_Exercise goal_:
Only lines holding "evenodd" are wanted; copy each of them from the records below.

_Information supplied_:
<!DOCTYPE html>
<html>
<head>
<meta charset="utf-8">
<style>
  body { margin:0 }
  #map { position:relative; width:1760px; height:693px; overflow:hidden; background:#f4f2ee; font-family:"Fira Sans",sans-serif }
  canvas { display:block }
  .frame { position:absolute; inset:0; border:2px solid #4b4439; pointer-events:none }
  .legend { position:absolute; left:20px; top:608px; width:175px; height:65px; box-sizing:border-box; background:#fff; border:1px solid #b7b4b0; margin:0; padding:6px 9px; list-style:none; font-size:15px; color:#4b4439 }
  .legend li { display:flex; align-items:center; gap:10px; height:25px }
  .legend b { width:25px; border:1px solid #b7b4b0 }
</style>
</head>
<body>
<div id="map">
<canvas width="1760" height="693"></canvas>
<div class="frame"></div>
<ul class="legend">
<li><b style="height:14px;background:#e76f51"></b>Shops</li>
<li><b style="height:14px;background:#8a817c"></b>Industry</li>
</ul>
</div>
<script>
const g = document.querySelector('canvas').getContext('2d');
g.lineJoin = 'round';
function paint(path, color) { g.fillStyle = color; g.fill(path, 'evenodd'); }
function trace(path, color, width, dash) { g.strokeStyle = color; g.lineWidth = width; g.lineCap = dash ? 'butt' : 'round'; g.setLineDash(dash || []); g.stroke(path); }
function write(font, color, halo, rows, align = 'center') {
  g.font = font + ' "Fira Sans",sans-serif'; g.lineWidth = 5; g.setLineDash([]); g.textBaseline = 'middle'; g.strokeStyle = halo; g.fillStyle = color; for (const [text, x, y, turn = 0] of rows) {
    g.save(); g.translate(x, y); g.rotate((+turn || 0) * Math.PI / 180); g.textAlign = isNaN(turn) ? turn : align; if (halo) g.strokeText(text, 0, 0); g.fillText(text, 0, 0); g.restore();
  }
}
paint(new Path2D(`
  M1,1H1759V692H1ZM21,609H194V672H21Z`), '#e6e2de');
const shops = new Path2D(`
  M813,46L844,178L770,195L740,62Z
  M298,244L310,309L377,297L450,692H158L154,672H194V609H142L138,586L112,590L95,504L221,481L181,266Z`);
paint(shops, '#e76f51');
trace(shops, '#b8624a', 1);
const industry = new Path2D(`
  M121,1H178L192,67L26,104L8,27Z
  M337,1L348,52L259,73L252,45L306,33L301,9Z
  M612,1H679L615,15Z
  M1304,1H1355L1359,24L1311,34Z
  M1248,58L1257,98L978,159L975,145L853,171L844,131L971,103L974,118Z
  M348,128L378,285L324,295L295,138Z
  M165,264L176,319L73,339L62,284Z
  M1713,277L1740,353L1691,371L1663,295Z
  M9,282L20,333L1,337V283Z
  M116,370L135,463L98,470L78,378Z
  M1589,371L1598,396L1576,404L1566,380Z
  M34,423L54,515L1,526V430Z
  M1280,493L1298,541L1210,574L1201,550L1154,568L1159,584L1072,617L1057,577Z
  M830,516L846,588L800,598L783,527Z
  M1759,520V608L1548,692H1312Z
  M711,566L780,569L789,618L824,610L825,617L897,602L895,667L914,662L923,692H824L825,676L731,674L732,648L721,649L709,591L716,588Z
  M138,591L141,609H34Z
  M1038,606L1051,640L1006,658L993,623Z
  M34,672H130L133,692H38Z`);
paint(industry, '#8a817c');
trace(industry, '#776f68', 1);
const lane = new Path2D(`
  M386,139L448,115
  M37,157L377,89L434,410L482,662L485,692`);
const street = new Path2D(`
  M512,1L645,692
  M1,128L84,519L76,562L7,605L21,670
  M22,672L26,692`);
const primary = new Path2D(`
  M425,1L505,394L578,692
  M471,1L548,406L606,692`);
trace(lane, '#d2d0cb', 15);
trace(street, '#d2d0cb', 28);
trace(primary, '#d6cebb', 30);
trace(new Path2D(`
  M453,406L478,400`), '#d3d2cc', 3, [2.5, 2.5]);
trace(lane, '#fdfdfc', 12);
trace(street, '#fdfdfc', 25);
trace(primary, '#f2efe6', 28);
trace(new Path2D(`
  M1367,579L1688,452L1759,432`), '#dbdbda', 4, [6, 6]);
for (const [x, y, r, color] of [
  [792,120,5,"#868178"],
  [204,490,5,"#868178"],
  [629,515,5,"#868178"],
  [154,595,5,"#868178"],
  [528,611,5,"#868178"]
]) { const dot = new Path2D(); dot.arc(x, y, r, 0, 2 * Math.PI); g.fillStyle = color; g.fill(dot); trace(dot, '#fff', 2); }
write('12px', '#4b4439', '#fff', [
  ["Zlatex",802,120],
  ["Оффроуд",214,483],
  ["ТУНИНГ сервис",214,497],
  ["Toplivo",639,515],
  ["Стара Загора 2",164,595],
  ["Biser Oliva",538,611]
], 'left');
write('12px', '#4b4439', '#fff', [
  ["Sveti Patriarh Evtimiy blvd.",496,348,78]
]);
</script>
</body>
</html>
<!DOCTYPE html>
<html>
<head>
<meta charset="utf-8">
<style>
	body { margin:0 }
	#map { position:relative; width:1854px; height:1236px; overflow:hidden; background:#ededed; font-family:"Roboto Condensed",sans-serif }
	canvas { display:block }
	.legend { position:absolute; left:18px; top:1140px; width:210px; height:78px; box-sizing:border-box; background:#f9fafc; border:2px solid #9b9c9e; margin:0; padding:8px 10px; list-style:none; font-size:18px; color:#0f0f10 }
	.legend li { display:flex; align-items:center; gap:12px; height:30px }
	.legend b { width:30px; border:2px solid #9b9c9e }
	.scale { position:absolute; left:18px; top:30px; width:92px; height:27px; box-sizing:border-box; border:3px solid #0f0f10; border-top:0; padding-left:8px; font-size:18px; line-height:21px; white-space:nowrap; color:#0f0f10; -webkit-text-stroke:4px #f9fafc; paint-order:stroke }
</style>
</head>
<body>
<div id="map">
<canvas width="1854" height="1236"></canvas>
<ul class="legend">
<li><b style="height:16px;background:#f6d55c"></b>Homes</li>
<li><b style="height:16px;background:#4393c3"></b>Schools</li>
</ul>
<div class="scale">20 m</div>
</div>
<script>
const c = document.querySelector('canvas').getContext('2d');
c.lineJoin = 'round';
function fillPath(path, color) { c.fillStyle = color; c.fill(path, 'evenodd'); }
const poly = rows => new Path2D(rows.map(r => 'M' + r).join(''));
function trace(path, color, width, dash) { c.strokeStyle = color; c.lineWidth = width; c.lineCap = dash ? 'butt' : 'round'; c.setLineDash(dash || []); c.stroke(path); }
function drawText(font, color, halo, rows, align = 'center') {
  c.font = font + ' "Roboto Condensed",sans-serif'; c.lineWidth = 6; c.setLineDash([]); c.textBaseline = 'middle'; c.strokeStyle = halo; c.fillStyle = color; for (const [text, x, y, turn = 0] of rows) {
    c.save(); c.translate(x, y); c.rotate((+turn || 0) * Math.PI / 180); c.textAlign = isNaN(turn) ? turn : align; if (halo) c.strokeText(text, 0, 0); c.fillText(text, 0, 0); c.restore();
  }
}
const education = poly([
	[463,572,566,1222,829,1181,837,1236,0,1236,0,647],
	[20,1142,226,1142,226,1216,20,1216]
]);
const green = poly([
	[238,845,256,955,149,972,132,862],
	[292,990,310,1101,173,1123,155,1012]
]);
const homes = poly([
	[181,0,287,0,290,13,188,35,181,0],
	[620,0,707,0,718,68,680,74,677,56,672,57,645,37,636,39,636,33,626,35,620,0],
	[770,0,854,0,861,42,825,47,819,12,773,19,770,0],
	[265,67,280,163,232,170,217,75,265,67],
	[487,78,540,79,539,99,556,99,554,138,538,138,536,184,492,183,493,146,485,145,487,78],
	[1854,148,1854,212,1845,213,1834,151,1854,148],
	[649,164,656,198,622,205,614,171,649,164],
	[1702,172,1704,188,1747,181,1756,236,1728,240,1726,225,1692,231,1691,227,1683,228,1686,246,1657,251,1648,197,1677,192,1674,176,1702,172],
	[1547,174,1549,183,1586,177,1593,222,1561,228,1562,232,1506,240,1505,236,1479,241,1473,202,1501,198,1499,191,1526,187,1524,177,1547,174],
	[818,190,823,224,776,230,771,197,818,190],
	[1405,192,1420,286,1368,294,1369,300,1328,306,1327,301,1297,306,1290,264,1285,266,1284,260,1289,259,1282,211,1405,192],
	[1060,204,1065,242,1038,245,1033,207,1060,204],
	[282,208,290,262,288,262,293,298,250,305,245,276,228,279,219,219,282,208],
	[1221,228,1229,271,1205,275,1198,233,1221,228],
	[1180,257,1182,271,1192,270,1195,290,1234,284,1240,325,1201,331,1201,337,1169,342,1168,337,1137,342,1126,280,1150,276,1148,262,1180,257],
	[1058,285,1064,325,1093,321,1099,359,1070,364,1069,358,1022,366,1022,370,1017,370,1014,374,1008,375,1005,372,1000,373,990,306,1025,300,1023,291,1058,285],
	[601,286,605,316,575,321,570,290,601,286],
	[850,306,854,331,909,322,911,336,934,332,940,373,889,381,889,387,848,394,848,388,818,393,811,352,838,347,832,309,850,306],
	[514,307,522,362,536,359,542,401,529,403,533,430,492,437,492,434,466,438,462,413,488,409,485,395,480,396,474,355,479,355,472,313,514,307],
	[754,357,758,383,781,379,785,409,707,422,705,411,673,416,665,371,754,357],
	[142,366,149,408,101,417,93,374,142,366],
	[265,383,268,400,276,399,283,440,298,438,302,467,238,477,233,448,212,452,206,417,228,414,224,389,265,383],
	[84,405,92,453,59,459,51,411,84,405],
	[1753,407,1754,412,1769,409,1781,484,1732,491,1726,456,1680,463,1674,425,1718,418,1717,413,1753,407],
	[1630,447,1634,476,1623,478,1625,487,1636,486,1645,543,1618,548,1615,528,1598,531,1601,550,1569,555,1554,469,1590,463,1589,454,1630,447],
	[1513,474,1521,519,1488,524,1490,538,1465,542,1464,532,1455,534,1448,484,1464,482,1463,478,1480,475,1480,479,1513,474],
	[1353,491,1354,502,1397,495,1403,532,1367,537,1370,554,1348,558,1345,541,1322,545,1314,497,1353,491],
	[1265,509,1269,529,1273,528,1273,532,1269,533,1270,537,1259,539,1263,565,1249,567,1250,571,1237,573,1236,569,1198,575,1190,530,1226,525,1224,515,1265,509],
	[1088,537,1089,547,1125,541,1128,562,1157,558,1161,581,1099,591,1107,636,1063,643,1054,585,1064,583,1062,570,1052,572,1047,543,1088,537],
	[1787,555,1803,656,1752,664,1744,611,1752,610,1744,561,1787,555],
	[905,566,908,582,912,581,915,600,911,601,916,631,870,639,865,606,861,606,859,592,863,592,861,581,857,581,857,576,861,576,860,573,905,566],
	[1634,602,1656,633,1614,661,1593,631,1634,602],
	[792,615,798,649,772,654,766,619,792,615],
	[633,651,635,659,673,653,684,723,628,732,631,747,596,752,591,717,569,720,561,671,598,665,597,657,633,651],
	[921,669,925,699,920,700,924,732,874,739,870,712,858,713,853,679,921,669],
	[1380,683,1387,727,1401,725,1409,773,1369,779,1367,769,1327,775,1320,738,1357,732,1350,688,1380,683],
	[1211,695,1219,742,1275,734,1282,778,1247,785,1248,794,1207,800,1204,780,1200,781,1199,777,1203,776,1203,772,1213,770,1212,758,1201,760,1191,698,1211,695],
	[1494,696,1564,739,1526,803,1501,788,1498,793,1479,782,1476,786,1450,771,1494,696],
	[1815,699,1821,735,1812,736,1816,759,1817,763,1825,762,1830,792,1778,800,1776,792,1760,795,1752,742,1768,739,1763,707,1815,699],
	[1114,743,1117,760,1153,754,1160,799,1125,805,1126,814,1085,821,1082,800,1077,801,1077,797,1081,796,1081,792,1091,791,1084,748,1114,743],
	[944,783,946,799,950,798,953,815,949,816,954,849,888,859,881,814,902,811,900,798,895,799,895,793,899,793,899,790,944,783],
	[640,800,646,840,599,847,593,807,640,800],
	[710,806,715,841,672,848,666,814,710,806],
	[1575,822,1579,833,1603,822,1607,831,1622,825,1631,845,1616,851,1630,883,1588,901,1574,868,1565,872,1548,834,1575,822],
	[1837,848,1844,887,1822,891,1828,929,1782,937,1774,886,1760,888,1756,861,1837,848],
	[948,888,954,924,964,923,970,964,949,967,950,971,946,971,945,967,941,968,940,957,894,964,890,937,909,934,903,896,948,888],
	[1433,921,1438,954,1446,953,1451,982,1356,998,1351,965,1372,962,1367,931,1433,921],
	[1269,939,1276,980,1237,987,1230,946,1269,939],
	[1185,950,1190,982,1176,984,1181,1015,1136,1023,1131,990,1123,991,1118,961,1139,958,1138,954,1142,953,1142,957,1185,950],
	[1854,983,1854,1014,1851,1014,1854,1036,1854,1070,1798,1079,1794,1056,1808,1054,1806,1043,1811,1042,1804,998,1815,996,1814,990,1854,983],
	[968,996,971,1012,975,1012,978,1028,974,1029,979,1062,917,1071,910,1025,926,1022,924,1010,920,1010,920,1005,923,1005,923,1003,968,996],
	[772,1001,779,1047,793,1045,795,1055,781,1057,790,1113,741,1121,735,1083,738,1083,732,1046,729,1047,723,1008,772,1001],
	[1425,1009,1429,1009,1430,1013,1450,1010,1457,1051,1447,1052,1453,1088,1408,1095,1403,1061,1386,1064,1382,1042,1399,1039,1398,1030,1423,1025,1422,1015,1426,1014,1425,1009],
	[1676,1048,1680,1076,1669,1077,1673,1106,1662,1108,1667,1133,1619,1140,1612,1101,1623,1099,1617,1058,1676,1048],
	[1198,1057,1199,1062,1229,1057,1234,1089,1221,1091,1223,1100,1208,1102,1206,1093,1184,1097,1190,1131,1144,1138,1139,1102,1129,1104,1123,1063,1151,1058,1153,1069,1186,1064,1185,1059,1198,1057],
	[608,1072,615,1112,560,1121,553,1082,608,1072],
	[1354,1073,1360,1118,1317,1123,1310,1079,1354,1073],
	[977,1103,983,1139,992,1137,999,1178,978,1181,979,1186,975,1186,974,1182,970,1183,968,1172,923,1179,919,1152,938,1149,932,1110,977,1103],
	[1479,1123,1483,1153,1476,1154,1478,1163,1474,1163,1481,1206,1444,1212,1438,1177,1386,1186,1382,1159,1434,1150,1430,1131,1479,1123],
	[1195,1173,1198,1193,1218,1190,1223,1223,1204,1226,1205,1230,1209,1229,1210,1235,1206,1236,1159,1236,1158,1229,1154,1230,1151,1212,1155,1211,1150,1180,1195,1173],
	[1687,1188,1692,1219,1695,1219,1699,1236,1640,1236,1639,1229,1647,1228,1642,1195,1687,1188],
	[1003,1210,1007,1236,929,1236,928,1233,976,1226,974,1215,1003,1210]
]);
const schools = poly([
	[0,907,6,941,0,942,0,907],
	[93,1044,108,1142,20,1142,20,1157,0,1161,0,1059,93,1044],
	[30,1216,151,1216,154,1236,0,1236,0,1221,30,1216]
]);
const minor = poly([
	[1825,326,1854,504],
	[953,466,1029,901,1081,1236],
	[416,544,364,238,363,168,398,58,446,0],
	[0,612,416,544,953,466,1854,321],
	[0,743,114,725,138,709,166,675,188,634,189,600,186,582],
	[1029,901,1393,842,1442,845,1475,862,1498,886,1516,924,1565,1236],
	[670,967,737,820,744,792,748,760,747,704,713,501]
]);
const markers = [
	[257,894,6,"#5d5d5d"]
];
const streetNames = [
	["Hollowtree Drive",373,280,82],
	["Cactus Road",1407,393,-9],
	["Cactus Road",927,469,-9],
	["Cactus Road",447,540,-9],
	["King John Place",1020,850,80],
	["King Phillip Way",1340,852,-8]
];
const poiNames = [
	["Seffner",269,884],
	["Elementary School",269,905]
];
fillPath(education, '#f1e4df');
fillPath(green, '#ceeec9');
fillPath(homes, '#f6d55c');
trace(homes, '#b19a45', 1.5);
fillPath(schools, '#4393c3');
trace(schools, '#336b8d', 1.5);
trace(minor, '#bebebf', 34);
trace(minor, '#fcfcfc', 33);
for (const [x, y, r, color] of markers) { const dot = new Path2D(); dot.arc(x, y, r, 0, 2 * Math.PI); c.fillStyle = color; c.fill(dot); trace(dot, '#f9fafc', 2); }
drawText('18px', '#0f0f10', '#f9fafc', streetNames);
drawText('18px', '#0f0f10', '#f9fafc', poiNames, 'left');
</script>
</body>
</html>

_Written response_:
function paint(path, color) { g.fillStyle = color; g.fill(path, 'evenodd'); }
function fillPath(path, color) { c.fillStyle = color; c.fill(path, 'evenodd'); }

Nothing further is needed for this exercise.